→ Task to carry out: Copy each line of the material in which the word "Gold" appears.

→ Material shown:
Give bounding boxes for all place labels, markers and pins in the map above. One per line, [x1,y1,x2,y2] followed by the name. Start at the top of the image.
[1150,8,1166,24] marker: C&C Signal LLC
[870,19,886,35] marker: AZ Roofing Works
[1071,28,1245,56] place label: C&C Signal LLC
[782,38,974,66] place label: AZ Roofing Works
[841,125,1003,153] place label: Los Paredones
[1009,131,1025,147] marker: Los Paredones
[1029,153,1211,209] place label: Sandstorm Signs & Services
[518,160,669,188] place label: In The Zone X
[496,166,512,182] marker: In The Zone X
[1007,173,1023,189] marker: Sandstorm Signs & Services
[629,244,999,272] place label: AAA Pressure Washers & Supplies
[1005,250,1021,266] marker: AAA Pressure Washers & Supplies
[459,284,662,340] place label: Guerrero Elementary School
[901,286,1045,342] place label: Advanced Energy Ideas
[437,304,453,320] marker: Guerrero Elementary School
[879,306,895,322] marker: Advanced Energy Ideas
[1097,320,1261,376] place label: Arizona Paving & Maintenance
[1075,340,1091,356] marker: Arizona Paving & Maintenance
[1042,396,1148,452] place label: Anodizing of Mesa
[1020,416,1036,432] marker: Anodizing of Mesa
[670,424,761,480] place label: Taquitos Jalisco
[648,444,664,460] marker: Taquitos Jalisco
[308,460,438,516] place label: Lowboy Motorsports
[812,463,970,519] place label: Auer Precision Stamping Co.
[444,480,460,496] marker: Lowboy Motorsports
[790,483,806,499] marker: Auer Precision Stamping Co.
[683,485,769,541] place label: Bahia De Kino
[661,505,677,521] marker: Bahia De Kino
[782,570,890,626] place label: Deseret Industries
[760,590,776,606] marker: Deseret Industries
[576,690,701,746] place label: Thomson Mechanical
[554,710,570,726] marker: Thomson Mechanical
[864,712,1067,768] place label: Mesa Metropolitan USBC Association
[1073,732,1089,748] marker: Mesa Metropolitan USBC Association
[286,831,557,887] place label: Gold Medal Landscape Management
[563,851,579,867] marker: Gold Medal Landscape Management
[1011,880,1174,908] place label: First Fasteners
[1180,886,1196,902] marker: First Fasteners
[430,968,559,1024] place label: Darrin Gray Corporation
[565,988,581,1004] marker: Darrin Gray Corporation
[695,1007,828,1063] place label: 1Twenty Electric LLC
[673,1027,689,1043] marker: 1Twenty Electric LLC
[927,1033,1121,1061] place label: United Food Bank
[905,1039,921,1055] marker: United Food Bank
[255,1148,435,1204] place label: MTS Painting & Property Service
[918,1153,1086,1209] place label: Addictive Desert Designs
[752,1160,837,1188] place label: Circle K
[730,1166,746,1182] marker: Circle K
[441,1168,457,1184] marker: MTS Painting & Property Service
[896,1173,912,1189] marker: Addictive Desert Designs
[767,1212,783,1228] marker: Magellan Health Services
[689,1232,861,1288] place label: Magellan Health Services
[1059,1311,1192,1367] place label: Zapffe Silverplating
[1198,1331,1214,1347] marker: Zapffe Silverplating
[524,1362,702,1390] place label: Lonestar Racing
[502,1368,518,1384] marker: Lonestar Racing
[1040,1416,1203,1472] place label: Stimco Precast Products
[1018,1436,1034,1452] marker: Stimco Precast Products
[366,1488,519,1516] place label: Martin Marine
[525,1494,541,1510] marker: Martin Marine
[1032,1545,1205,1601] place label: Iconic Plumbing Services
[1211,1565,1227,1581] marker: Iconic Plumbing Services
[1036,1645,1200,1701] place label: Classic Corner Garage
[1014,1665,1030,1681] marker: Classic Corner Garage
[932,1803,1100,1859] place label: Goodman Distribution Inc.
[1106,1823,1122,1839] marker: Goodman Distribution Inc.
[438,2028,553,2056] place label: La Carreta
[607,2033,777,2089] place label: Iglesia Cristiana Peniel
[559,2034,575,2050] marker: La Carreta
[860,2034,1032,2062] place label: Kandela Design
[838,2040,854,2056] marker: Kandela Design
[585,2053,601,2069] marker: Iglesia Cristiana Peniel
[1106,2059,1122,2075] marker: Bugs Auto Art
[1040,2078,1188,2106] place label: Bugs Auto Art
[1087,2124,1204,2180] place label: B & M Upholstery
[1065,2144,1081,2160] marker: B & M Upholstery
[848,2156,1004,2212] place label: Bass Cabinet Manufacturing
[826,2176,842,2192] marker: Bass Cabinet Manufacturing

→ Exercise result:
[286,831,557,887] place label: Gold Medal Landscape Management
[563,851,579,867] marker: Gold Medal Landscape Management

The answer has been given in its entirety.